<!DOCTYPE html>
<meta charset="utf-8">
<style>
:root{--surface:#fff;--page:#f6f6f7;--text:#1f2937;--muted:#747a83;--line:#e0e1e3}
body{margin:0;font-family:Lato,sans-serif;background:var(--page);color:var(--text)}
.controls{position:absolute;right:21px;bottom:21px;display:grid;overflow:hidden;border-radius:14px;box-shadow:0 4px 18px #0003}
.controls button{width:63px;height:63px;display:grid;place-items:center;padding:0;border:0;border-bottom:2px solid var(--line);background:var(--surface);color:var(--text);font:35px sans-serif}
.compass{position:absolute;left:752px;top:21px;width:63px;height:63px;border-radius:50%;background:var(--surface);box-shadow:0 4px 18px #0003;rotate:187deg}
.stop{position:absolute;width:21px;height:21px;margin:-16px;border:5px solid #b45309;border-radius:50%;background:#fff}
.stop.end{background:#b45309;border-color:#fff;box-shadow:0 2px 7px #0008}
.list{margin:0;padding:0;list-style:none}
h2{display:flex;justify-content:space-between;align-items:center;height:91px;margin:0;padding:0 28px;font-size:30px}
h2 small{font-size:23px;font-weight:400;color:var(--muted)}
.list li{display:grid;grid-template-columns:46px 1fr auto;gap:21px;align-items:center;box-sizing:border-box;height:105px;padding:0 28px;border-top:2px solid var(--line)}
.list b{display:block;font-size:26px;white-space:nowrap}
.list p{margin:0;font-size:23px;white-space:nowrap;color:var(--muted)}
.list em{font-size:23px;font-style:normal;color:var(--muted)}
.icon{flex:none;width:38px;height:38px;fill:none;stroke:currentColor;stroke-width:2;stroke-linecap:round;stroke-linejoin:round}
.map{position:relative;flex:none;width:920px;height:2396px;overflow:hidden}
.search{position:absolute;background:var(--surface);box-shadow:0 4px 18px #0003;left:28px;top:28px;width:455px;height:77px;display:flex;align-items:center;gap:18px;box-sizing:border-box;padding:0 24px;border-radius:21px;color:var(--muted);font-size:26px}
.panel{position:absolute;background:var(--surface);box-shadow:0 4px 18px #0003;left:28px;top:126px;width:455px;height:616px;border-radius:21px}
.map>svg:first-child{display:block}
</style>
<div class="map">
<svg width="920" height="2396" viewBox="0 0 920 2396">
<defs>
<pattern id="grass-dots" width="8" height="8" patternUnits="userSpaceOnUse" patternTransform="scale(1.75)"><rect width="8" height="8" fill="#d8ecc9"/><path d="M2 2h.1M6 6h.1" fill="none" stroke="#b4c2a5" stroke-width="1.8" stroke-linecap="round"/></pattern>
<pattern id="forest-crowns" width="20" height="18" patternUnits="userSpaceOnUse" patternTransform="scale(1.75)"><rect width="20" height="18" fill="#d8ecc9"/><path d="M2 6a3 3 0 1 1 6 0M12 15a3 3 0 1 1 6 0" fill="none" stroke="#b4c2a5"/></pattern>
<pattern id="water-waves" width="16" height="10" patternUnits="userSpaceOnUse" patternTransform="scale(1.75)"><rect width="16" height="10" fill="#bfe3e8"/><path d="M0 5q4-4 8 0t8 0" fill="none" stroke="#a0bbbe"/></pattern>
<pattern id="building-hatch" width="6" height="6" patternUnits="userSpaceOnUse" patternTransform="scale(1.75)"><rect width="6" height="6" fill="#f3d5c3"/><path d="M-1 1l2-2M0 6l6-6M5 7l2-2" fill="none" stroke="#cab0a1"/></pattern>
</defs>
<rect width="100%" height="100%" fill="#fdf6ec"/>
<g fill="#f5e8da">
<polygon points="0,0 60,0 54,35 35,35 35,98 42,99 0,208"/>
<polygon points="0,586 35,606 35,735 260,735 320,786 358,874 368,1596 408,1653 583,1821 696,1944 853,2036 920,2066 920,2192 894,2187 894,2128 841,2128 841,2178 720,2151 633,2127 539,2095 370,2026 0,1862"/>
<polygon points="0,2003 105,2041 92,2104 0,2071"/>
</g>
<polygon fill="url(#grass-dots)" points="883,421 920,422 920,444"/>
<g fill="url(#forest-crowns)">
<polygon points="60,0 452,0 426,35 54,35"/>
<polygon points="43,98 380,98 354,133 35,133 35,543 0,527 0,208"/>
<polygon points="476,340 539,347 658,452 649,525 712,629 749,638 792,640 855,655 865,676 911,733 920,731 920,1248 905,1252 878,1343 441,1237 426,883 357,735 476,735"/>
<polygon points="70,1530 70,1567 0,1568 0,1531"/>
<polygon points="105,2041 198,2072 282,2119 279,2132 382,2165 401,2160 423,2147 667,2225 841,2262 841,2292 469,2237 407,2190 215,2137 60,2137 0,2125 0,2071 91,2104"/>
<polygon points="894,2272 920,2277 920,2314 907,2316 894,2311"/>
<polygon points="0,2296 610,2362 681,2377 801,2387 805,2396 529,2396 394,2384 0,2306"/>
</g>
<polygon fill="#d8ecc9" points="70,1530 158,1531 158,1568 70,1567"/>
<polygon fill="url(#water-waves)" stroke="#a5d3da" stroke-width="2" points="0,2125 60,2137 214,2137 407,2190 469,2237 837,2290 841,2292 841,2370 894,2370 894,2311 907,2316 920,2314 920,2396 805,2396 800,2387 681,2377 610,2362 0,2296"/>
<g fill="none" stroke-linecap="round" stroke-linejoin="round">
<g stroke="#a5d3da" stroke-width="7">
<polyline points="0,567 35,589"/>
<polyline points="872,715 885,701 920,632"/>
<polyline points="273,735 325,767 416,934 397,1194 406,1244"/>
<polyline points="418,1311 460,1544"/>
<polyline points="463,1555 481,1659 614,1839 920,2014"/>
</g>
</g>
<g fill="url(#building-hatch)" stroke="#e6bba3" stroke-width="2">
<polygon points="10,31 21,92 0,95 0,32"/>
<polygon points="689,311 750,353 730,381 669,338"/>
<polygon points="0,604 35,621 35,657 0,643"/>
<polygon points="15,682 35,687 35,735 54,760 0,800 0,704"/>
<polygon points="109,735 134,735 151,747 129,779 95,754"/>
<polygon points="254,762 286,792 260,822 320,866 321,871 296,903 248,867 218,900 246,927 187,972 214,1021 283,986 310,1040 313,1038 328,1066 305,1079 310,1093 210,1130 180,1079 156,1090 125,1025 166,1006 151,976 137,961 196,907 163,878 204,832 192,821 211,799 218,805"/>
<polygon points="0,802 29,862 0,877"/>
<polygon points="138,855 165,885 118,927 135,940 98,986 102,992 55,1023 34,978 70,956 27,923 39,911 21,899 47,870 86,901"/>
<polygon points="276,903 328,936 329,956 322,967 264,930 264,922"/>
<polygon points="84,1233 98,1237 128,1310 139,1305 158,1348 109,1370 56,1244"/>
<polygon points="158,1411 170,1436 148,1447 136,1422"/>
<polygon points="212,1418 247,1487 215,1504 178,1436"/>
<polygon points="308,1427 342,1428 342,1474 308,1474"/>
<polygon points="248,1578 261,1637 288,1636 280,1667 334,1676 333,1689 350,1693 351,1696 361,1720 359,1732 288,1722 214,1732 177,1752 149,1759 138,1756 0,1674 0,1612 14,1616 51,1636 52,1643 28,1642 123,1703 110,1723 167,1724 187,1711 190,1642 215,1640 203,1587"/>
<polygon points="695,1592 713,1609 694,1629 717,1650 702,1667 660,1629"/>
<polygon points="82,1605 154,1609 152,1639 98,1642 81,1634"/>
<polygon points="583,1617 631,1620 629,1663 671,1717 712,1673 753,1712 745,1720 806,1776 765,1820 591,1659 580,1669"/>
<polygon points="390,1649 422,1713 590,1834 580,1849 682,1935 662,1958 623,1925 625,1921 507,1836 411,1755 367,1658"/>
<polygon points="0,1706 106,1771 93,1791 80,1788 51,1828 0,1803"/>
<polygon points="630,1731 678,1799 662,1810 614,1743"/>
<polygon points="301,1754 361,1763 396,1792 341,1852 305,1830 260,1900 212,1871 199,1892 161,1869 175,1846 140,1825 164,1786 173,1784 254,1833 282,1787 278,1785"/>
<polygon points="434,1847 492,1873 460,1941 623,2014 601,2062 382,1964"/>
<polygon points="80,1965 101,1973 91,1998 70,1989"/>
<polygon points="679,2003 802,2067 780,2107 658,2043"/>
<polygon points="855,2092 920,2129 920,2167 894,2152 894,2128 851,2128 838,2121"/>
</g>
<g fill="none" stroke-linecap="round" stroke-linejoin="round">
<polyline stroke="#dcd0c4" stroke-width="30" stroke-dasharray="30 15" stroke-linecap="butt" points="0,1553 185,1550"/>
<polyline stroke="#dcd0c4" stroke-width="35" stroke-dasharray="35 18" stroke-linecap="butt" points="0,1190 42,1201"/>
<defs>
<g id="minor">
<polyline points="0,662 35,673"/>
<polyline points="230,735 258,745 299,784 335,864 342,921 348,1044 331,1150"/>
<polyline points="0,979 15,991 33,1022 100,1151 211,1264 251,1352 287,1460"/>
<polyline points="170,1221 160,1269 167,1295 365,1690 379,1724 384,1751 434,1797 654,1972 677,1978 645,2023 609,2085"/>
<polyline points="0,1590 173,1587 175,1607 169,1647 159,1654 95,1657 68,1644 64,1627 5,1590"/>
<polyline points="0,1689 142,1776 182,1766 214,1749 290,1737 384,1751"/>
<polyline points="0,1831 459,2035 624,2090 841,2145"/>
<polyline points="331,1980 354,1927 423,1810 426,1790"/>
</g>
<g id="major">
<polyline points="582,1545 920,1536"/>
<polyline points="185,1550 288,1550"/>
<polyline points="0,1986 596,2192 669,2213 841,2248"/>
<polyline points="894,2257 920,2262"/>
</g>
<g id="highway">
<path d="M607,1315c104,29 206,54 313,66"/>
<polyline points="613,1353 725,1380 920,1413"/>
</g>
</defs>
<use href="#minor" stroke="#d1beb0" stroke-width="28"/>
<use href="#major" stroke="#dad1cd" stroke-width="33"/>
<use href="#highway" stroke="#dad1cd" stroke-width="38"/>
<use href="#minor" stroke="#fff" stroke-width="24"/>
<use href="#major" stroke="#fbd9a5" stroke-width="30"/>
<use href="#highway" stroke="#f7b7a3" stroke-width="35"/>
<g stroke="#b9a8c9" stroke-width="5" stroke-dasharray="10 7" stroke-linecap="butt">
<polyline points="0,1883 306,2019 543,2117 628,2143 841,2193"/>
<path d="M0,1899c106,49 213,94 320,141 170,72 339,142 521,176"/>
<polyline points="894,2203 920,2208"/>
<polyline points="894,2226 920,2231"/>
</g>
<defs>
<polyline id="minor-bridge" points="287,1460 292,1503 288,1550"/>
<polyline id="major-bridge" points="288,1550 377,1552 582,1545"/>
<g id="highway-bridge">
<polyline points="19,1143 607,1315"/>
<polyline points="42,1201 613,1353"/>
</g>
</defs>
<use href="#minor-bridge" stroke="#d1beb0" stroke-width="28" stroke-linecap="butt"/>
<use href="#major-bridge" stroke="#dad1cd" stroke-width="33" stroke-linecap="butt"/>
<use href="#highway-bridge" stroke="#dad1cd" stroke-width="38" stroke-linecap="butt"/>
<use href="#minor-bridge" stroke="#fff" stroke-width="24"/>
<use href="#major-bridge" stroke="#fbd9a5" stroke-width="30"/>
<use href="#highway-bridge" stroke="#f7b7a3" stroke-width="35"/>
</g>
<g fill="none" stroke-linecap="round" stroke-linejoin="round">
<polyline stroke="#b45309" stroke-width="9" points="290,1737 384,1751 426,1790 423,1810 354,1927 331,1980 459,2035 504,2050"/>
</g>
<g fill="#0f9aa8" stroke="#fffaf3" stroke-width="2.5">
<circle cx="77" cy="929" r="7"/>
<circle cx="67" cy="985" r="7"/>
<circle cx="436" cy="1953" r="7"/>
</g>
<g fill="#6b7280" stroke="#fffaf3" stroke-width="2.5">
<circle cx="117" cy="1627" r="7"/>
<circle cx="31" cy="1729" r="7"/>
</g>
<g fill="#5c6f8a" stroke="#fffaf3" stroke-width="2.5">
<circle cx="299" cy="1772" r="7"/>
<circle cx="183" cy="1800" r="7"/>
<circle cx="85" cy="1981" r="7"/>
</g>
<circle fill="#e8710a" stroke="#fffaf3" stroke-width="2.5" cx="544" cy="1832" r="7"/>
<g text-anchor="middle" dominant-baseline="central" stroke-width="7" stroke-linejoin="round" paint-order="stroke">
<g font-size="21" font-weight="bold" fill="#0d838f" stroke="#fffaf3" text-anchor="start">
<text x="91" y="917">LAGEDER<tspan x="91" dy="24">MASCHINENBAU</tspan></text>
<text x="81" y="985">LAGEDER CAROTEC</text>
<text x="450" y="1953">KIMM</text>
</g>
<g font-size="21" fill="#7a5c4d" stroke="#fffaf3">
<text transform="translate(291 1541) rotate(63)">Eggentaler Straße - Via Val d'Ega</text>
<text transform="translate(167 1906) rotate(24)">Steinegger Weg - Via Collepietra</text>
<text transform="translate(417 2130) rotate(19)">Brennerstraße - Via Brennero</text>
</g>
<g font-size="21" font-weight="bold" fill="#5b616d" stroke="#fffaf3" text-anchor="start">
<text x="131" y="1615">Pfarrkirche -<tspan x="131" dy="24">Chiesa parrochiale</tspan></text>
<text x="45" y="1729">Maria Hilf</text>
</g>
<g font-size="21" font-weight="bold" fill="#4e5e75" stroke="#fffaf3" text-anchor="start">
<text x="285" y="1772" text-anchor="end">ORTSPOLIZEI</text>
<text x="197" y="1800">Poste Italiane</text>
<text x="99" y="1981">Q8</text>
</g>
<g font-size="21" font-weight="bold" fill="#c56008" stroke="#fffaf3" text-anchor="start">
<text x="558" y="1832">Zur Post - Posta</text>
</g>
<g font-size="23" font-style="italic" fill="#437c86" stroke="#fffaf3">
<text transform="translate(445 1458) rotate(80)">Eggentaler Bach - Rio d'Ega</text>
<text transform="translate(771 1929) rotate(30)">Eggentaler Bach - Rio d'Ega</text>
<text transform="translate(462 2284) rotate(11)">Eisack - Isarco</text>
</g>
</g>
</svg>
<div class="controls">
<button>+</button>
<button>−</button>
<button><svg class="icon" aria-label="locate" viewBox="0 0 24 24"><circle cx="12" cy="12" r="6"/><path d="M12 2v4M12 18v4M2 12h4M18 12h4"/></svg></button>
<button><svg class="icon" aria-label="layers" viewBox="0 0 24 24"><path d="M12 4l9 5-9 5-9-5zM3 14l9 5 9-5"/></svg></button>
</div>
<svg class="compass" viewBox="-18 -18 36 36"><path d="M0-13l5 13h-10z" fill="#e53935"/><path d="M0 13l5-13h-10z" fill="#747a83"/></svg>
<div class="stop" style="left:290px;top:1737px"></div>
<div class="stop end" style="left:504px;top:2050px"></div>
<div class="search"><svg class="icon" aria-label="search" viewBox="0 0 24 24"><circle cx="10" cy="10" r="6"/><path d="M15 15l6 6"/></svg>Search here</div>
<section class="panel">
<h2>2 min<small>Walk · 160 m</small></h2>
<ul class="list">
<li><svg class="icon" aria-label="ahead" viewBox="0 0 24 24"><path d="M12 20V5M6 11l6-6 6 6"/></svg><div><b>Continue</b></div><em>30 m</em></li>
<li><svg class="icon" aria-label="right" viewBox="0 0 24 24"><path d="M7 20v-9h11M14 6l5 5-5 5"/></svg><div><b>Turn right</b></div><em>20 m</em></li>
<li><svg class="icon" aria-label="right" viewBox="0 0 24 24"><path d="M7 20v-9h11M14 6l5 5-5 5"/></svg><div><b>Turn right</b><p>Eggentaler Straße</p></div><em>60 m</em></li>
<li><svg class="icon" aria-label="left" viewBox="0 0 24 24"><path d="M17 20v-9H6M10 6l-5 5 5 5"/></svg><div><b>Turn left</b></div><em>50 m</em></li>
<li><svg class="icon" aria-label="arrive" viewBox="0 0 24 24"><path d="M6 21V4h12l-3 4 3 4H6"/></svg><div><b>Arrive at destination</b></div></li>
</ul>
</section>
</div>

----

- **TASK GOAL**
Each line in the records that carries "compass" must be copied out.

- **WRITTEN RESPONSE**
.compass{position:absolute;left:752px;top:21px;width:63px;height:63px;border-radius:50%;background:var(--surface);box-shadow:0 4px 18px #0003;rotate:187deg}
<svg class="compass" viewBox="-18 -18 36 36"><path d="M0-13l5 13h-10z" fill="#e53935"/><path d="M0 13l5-13h-10z" fill="#747a83"/></svg>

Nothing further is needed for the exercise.